Insights

Business Performance Management: As a Tool to Become an Effective CFO

Seda Bayraktar
Article

If we regard the contemporary finance function as a consulting entity to the firm, CFOs should act like the CEO of this consulting entity. Thus, it involves not only performing the operations of the entity’s finance function but also managing sales, marketing, human resources and technology of these operations.

According to Sharman (Strategic Finance, April 2016), CFOs specifically need to:

  1. enhance organizational alignment by integrating planning and reporting to create “one version of the truth” that unifies all decision makers,
  2. facilitate informed decision making to increase organization value, and
  3. manage the impact of change and volatility to ensure stability and business growth.

Creating a robust business performance management (BPM) system is an essential part of performing all consulting activities of CFOs. It is used as a marketing platform to communicate the results of their work. BPM uses the historical data produced by finance operations; thus, it is a beneficial tool to present the knowledge of CFOs about the company and it helps improve her/his impression as an overviewing entity. The capacity and ability of finance function to analyse data is through technology and human capital, and CFOs are responsible to raise the need to supply these inputs into the operations in order to improve the quality of BPM.

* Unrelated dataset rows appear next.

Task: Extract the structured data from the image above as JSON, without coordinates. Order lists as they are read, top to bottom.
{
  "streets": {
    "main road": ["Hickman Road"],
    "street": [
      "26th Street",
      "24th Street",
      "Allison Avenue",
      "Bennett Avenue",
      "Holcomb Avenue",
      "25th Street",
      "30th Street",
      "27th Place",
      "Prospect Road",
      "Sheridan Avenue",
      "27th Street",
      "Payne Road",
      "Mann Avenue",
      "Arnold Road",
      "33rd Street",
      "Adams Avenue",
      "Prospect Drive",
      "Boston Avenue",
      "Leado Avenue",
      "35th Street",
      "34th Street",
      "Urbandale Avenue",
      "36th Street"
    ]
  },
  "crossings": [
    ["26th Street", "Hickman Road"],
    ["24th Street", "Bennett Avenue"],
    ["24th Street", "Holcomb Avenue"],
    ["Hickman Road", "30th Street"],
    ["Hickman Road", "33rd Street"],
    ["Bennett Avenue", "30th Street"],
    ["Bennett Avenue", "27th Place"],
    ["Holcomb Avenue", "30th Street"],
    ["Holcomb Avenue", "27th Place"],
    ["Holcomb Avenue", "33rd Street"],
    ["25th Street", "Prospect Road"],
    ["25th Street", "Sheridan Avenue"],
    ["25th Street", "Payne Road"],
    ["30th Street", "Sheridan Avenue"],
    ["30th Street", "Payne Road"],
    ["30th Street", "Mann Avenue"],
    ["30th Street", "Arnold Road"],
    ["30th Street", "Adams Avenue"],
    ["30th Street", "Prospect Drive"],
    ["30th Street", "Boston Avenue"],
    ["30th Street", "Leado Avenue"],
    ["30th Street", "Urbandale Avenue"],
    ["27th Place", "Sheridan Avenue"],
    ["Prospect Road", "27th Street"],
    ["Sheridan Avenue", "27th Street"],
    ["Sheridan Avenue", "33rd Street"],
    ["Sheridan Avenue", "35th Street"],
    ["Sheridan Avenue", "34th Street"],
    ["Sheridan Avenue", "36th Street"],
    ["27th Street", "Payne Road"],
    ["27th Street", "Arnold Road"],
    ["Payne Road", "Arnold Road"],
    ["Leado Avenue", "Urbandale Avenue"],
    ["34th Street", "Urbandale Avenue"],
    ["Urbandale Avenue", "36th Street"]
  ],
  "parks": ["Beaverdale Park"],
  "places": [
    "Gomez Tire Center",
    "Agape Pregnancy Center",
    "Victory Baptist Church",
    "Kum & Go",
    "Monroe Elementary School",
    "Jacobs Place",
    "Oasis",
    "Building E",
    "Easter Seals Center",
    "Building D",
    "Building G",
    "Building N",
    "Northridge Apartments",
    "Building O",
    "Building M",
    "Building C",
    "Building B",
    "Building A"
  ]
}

Construction of an efficient BPM is the strongest opportunity for a CFO to be an influential leader in the organization, since she/he will be the one who presents what has happened, where the company stands relative to the plans, what will be the result under the current assumptions, what may happen with different set of assumptions etc… The answers to these questions help CFOs role enrich as an integral to the development, execution, and monitoring of the institution’s vision and strategy.

A well constructed BPM enables CFOs to increase and reflect their current abilities as leaders. It is crucial for companies to understand how each entity in the organization (i.e. products, customers, channels, employees) contribute to the net profit. The key performance indicators is an objective way to measure the effectiveness of this contribution.

The determination of the indicator should be done under the natural leadership of CFOs since they have the superior knowledge of the determinants of net profit. A well-established BPM helps the ability of CFOs amplify as a leader.

For a timely reaction to anticipated and unanticipated changes, modern techniques like forecasting, what-if scenario analysis, machine-learning should be used, and these activities should be a part of a robust strategic planning and reporting process supported by high quality data and analytical tools which support leadership’s ability to make strategic decisions.

As the profile of CFOs changes, the dependency on technology and well-established BPM systems become inevitable. BPM should widely use technology and data, CFOs should be aware of those technologies and should verify the quality of data to be used in BPM systems. By doing so, they can have a powerful tool to show how they are the keys to the success of the overall company.